(Stored data)
----
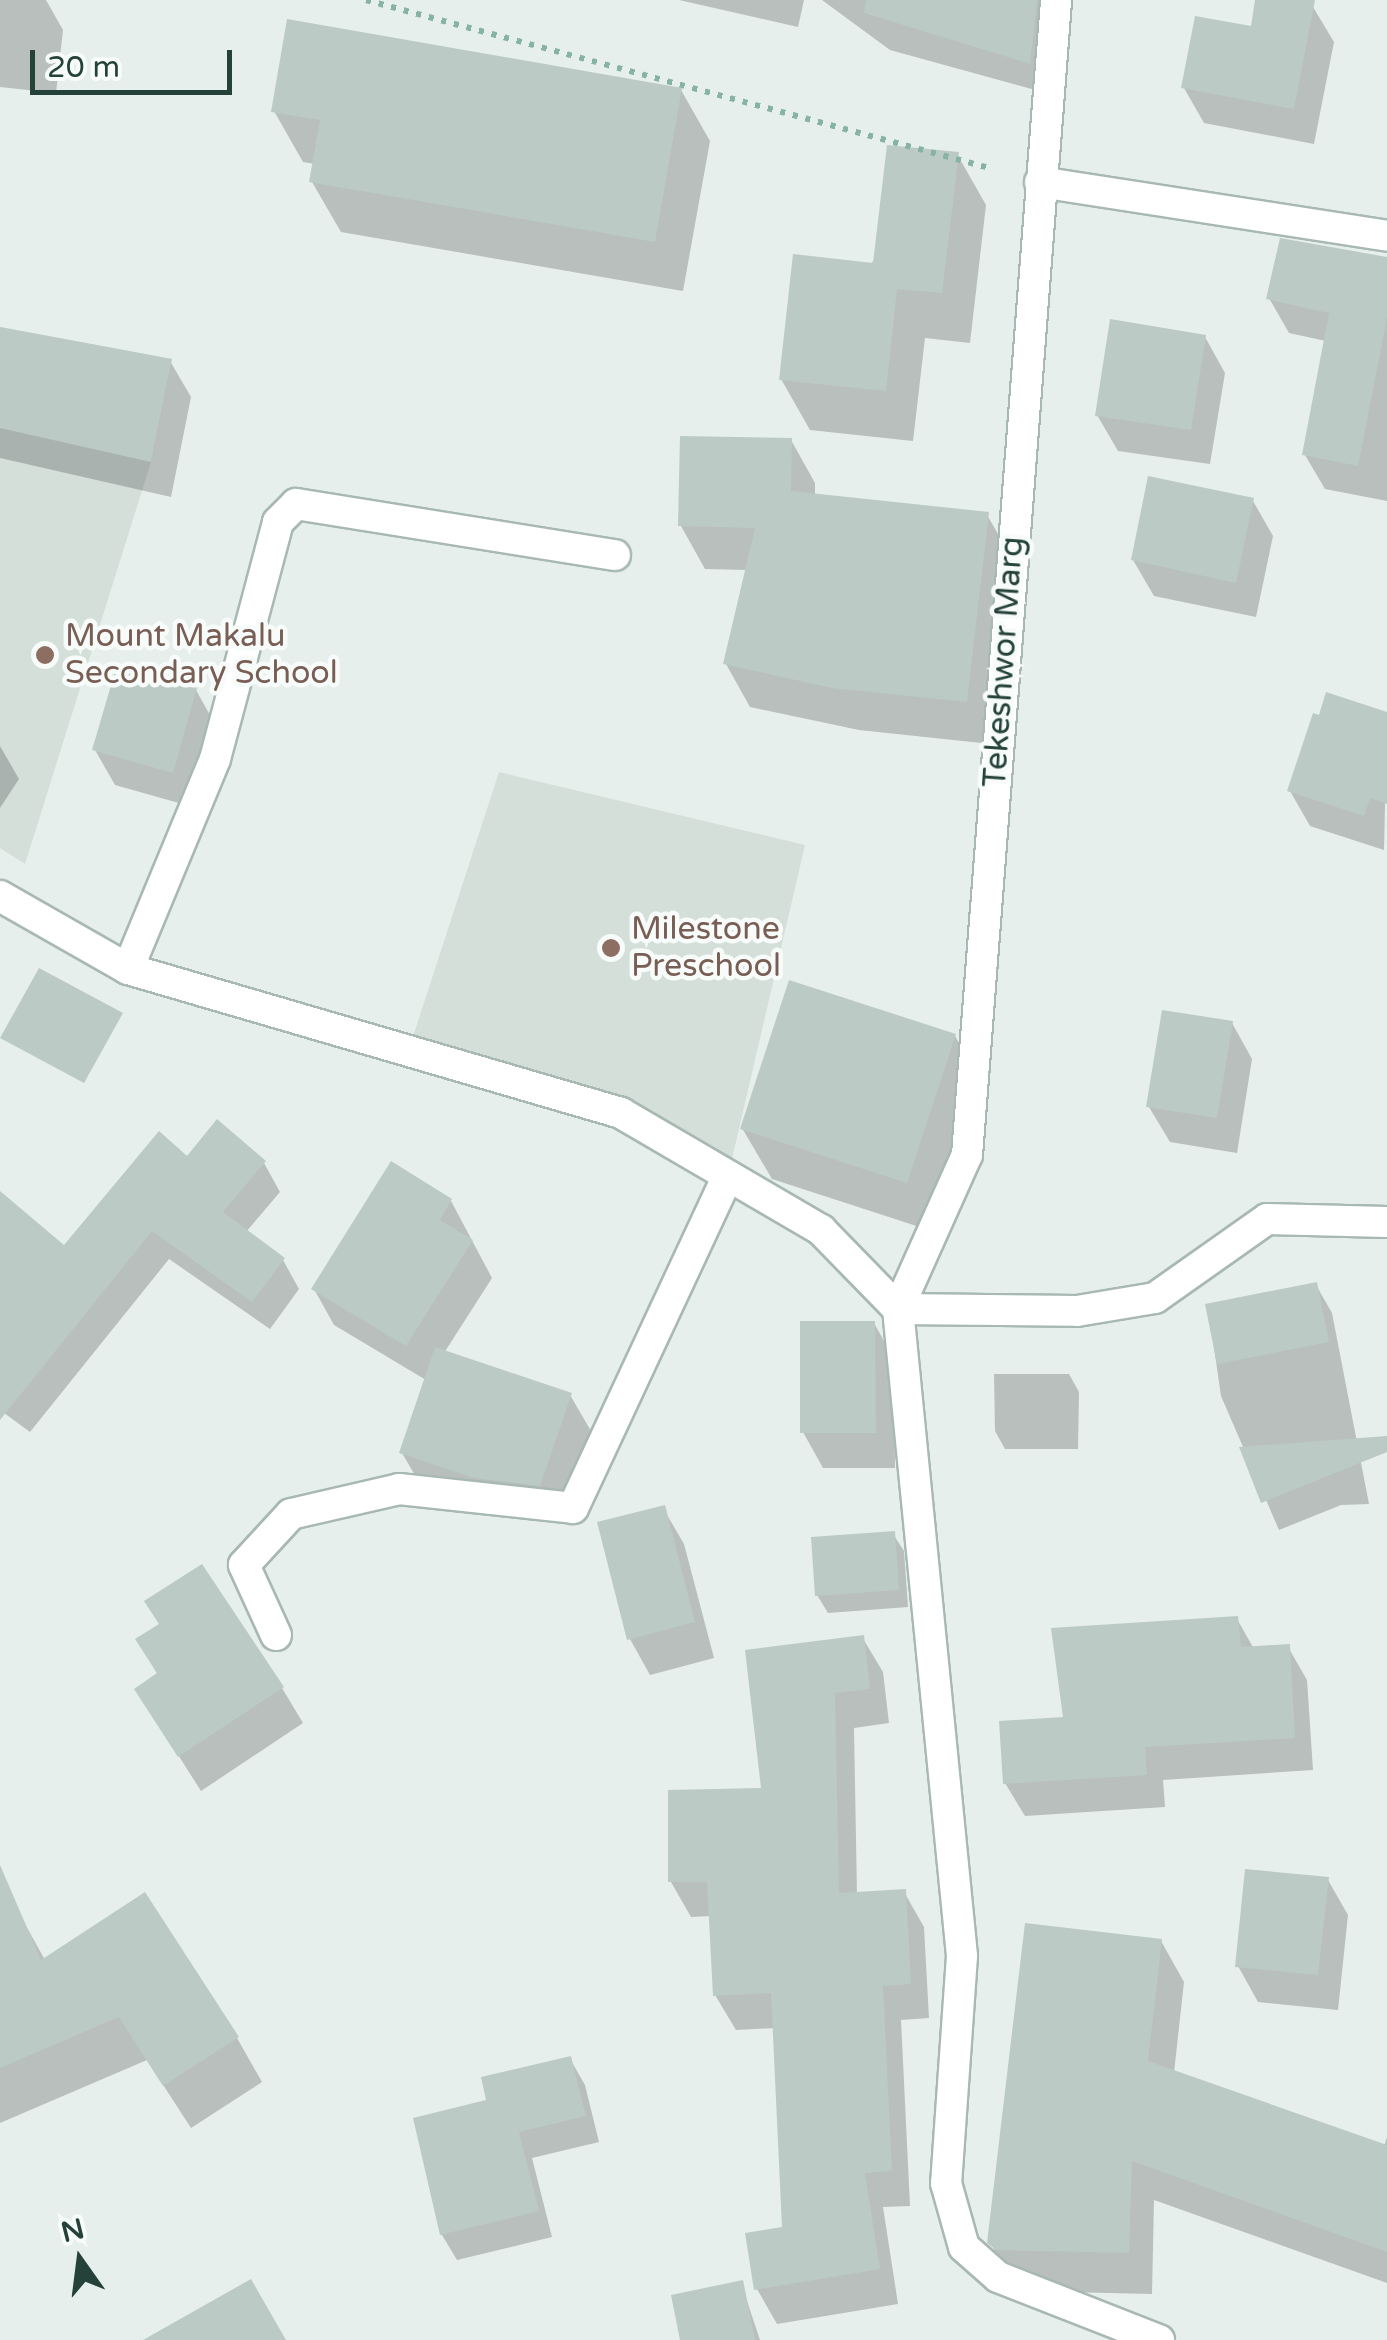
<!DOCTYPE html>
<style>
body{margin:0}
#map{position:relative;width:1387px;height:2340px;overflow:hidden;background:#e6efeb;font-family:"Varela Round",sans-serif}
div>[style]{position:absolute}
.built>*{inset:0;background:#d4dfda}
.shadow>*{inset:0;background:#0003}
.building>*{inset:0;background:#bbcac4}
.path>*{height:6px;margin-top:-3px;transform-origin:0;background:repeating-linear-gradient(90deg,#86b3a5 0 5px,transparent 0 13px)}
.roads{filter:drop-shadow(2px 0 #a8b8b2) drop-shadow(-2px 0 #a8b8b2) drop-shadow(0 2px #a8b8b2) drop-shadow(0 -2px #a8b8b2)}
.minor>*{height:30px;margin:-15px;padding:0 15px;transform-origin:15px;border-radius:15px;background:#fff}
.dots>*{width:28px;height:28px;translate:-50% -50%;box-sizing:border-box;border:5px solid #f7fbf9;border-radius:50%}
span{translate:-50% -50%;white-space:nowrap;text-align:center;line-height:1.15;-webkit-text-stroke:9px #f7fbf9;paint-order:stroke}
.education-label{font-size:32px;color:#785e54}
.left{translate:0 -50%;text-align:left}
.street-label{font-size:32px;color:#24423a}
.north{position:absolute;left:30px;top:2210px;width:100px;height:100px;-webkit-text-stroke:8px #f7fbf9;paint-order:stroke;rotate:346deg;font-size:28px;font-weight:700;line-height:40px;text-align:center;color:#24423a}
.north::after{content:'';display:block;margin:auto;width:35px;height:45px;background:#24423a;clip-path:polygon(50% 0,100% 100%,50% 72%,0 100%)}
.scale{position:absolute;left:30px;top:50px;width:202px;height:45px;box-sizing:border-box;border:5px solid #24423a;border-top:0;padding-left:12px;font-size:30px;line-height:35px;white-space:nowrap;color:#24423a;-webkit-text-stroke:8px #f7fbf9;paint-order:stroke}
</style>
<div id="map">
<div class="built">
<div style="clip-path:polygon(0 327px,172px 359px,151px 462px,25px 864px,0 848px)"></div>
<div style="clip-path:polygon(499px 772px,805px 845px,728px 1176px,621px 1113px,408px 1052px)"></div>
</div>
<div class="shadow">
<div style="clip-path:polygon(0 0,46px 0,63px 30px,56px 93px,0 87px)"></div>
<div style="clip-path:polygon(679px 0,804px 0,798px 27px)"></div>
<div style="clip-path:polygon(822px 0,1048px 0,1050px 94px,890px 50px)"></div>
<div style="clip-path:polygon(1258px 0,1313px 7px,1334px 42px,1314px 144px,1204px 123px,1184px 88px,1253px 29px)"></div>
<div style="clip-path:polygon(681px 90px,710px 141px,683px 291px,341px 232px,312px 182px,315px 164px,303px 162px,274px 111px)"></div>
<div style="clip-path:polygon(957px 154px,986px 205px,970px 343px,925px 338px,913px 441px,810px 430px,781px 379px)"></div>
<div style="clip-path:polygon(1387px 262px,1387px 501px,1325px 489px,1305px 455px,1326px 341px,1289px 333px,1269px 298px)"></div>
<div style="clip-path:polygon(0 329px,170px 361px,191px 397px,171px 497px,0 458px)"></div>
<div style="clip-path:polygon(1205px 337px,1225px 373px,1210px 464px,1118px 451px,1097px 415px)"></div>
<div style="clip-path:polygon(791px 440px,815px 483px,815px 496px,987px 515px,1012px 558px,991px 744px,859px 730px,750px 707px,726px 664px,748px 570px,705px 569px,681px 526px)"></div>
<div style="clip-path:polygon(1253px 501px,1273px 536px,1256px 617px,1154px 596px,1133px 560px)"></div>
<div style="clip-path:polygon(196px 690px,216px 726px,193px 807px,115px 785px,95px 750px)"></div>
<div style="clip-path:polygon(1387px 715px,1384px 850px,1310px 826px,1290px 791px)"></div>
<div style="clip-path:polygon(0 746px,19px 779px,0 808px)"></div>
<div style="clip-path:polygon(1232px 1023px,1252px 1059px,1237px 1153px,1170px 1142px,1149px 1107px)"></div>
<div style="clip-path:polygon(955px 1036px,984px 1087px,935px 1232px,772px 1179px,742px 1128px)"></div>
<div style="clip-path:polygon(187px 1159px,264px 1163px,280px 1192px,246px 1232px,283px 1260px,299px 1289px,270px 1329px,169px 1259px,30px 1432px,0 1410px,0 1194px,64px 1249px)"></div>
<div style="clip-path:polygon(451px 1201px,492px 1278px,444px 1353px,570px 1395px,591px 1431px,560px 1520px,423px 1489px,402px 1453px,426px 1380px,334px 1325px,314px 1289px)"></div>
<div style="clip-path:polygon(1316px 1285px,1332px 1313px,1369px 1504px,1341px 1505px,1279px 1530px,1221px 1396px,1208px 1306px)"></div>
<div style="clip-path:polygon(874px 1323px,894px 1359px,895px 1468px,823px 1468px,803px 1432px)"></div>
<div style="clip-path:polygon(994px 1374px,1069px 1374px,1079px 1392px,1078px 1449px,1005px 1449px,995px 1431px)"></div>
<div style="clip-path:polygon(663px 1508px,684px 1544px,714px 1658px,650px 1675px,630px 1639px,600px 1524px)"></div>
<div style="clip-path:polygon(893px 1534px,904px 1551px,908px 1607px,828px 1613px,817px 1595px)"></div>
<div style="clip-path:polygon(1237px 1619px,1254px 1649px,1288px 1647px,1307px 1680px,1313px 1770px,1163px 1780px,1165px 1807px,1025px 1816px,1005px 1783px,1065px 1719px)"></div>
<div style="clip-path:polygon(862px 1637px,883px 1672px,889px 1723px,854px 1728px,857px 1895px,904px 1892px,924px 1927px,929px 2018px,901px 2020px,910px 2206px,883px 2207px,898px 2304px,777px 2324px,757px 2289px,785px 2229px,775px 2028px,736px 2030px,715px 1995px,711px 1916px,691px 1917px,671px 1882px,764px 1791px)"></div>
<div style="clip-path:polygon(138px 1640px,282px 1688px,303px 1723px,201px 1791px,137px 1690px,158px 1675px)"></div>
<div style="clip-path:polygon(1328px 1880px,1348px 1915px,1338px 2010px,1258px 2002px,1238px 1966px)"></div>
<div style="clip-path:polygon(16px 1908px,45px 1960px,237px 2038px,262px 2082px,191px 2128px,147px 2060px,0 2123px,0 1915px)"></div>
<div style="clip-path:polygon(1161px 1941px,1184px 1982px,1174px 2073px,1384px 2147px,1387px 2137px,1387px 2283px,1154px 2200px,1152px 2294px,1022px 2291px,1014px 2284px,990px 2242px)"></div>
<div style="clip-path:polygon(570px 2059px,585px 2085px,599px 2142px,532px 2158px,552px 2237px,457px 2260px,442px 2235px,416px 2120px,489px 2102px)"></div>
<div style="clip-path:polygon(741px 2283px,760px 2340px,683px 2340px)"></div>
</div>
<div class="building">
<div style="clip-path:polygon(866px 0,1037px 0,1030px 64px,864px 13px)"></div>
<div style="clip-path:polygon(1255px 0,1315px 0,1294px 109px,1181px 88px,1195px 16px,1251px 26px)"></div>
<div style="clip-path:polygon(287px 19px,682px 88px,655px 242px,309px 182px,320px 120px,271px 112px)"></div>
<div style="clip-path:polygon(887px 145px,959px 152px,942px 293px,897px 289px,886px 391px,779px 380px,793px 254px,873px 263px)"></div>
<div style="clip-path:polygon(1280px 238px,1387px 257px,1387px 318px,1358px 466px,1302px 455px,1329px 313px,1266px 299px)"></div>
<div style="clip-path:polygon(1110px 319px,1206px 335px,1191px 430px,1095px 416px)"></div>
<div style="clip-path:polygon(0 327px,172px 359px,151px 462px,0 428px)"></div>
<div style="clip-path:polygon(680px 436px,792px 438px,791px 491px,989px 512px,967px 702px,832px 688px,723px 664px,755px 528px,678px 526px)"></div>
<div style="clip-path:polygon(1148px 476px,1254px 498px,1236px 583px,1131px 560px)"></div>
<div style="clip-path:polygon(117px 665px,197px 688px,173px 773px,92px 750px)"></div>
<div style="clip-path:polygon(1326px 692px,1387px 712px,1387px 804px,1370px 798px,1364px 816px,1287px 791px,1313px 713px,1319px 715px)"></div>
<div style="clip-path:polygon(39px 968px,123px 1013px,84px 1083px,0 1038px)"></div>
<div style="clip-path:polygon(789px 980px,956px 1034px,907px 1183px,740px 1129px)"></div>
<div style="clip-path:polygon(1162px 1010px,1233px 1021px,1217px 1118px,1146px 1107px)"></div>
<div style="clip-path:polygon(217px 1119px,266px 1161px,223px 1212px,285px 1258px,252px 1302px,152px 1231px,0 1420px,0 1191px,64px 1245px,159px 1131px,187px 1156px)"></div>
<div style="clip-path:polygon(391px 1161px,452px 1199px,440px 1220px,473px 1240px,406px 1346px,311px 1289px)"></div>
<div style="clip-path:polygon(1317px 1282px,1329px 1342px,1217px 1364px,1205px 1304px)"></div>
<div style="clip-path:polygon(800px 1321px,875px 1321px,876px 1433px,800px 1433px)"></div>
<div style="clip-path:polygon(435px 1347px,572px 1393px,540px 1486px,474px 1478px,399px 1453px)"></div>
<div style="clip-path:polygon(1387px 1436px,1387px 1452px,1261px 1503px,1239px 1447px)"></div>
<div style="clip-path:polygon(665px 1505px,695px 1622px,627px 1640px,597px 1522px)"></div>
<div style="clip-path:polygon(895px 1531px,899px 1590px,815px 1596px,811px 1537px)"></div>
<div style="clip-path:polygon(202px 1564px,284px 1687px,178px 1757px,134px 1689px,157px 1673px,135px 1639px,159px 1624px,144px 1601px)"></div>
<div style="clip-path:polygon(1238px 1616px,1241px 1647px,1290px 1644px,1295px 1738px,1145px 1747px,1147px 1775px,1003px 1784px,999px 1721px,1063px 1717px,1051px 1628px)"></div>
<div style="clip-path:polygon(864px 1635px,870px 1689px,835px 1693px,839px 1893px,906px 1889px,911px 1984px,883px 1986px,892px 2171px,865px 2173px,880px 2269px,754px 2290px,745px 2233px,782px 2227px,771px 1993px,713px 1996px,707px 1882px,668px 1882px,668px 1790px,761px 1788px,745px 1650px)"></div>
<div style="clip-path:polygon(0 1865px,41px 1960px,145px 1892px,239px 2037px,163px 2086px,119px 2017px,0 2068px)"></div>
<div style="clip-path:polygon(1245px 1869px,1329px 1877px,1318px 1975px,1235px 1967px)"></div>
<div style="clip-path:polygon(1025px 1923px,1162px 1939px,1148px 2061px,1387px 2145px,1387px 2252px,1132px 2161px,1129px 2253px,996px 2250px,987px 2243px)"></div>
<div style="clip-path:polygon(571px 2056px,586px 2116px,519px 2132px,539px 2211px,440px 2235px,413px 2118px,486px 2100px,481px 2077px)"></div>
<div style="clip-path:polygon(251px 2279px,286px 2340px,143px 2340px)"></div>
<div style="clip-path:polygon(743px 2280px,755px 2340px,680px 2340px,671px 2295px)"></div>
</div>
<div class="path">
<div style="left:366px;top:0;width:649px;rotate:15.08deg"></div>
</div>
<div class="roads">
<div class="minor">
<div style="left:1040px;top:182px;width:351px;rotate:8.8deg"></div>
<div style="left:0;top:896px;width:147px;rotate:29.7deg"></div>
<div style="left:128px;top:969px;width:514px;rotate:16.28deg"></div>
<div style="left:621px;top:1113px;width:232px;rotate:30.3deg"></div>
<div style="left:821px;top:1230px;width:110px;rotate:45.7deg"></div>
<div style="left:898px;top:1309px;width:650px;rotate:84.35deg"></div>
<div style="left:962px;top:1956px;width:228px;rotate:94deg"></div>
<div style="left:946px;top:2183px;width:66px;rotate:74.3deg"></div>
<div style="left:964px;top:2247px;width:45px;rotate:41.4deg"></div>
<div style="left:998px;top:2277px;width:173px;rotate:21.4deg"></div>
<div style="left:128px;top:969px;width:227px;rotate:-67.5deg"></div>
<div style="left:215px;top:759px;width:245px;rotate:-75.1deg"></div>
<div style="left:278px;top:522px;width:25px;rotate:-45deg"></div>
<div style="left:296px;top:504px;width:323px;rotate:9.1deg"></div>
<div style="left:898px;top:1309px;width:169px;rotate:-65.9deg"></div>
<div style="left:967px;top:1155px;width:1158px;rotate:-85.59deg"></div>
<div style="left:898px;top:1309px;width:179px;rotate:0.6deg"></div>
<div style="left:1077px;top:1311px;width:79px;rotate:-9.5deg"></div>
<div style="left:1155px;top:1298px;width:137px;rotate:-35.2deg"></div>
<div style="left:1267px;top:1219px;width:120px;rotate:1.4deg"></div>
<div style="left:276px;top:1635px;width:77px;rotate:-114.6deg"></div>
<div style="left:244px;top:1565px;width:69px;rotate:-47.3deg"></div>
<div style="left:291px;top:1514px;width:111px;rotate:-13deg"></div>
<div style="left:399px;top:1489px;width:175px;rotate:6.2deg"></div>
<div style="left:573px;top:1508px;width:366px;rotate:-65deg"></div>
</div>
</div>
<div class="dots">
<div style="left:45px;top:655px;background:#8d6e63"></div>
<div style="left:611px;top:948px;background:#8d6e63"></div>
</div>
<div class="education-label">
<span class="left" style="left:65px;top:655px">Mount Makalu<br>Secondary School</span>
<span class="left" style="left:631px;top:948px">Milestone<br>Preschool</span>
</div>
<div class="street-label">
<span style="left:1004px;top:662px;rotate:-86deg">Tekeshwor Marg</span>
</div>
<div class="north">N</div>
<div class="scale">20 m</div>
</div>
----
» **Prompt**
The expected answer is each line of the records above that includes the string "inset".

» **Output for this exercise**
.built>*{inset:0;background:#d4dfda}
.shadow>*{inset:0;background:#0003}
.building>*{inset:0;background:#bbcac4}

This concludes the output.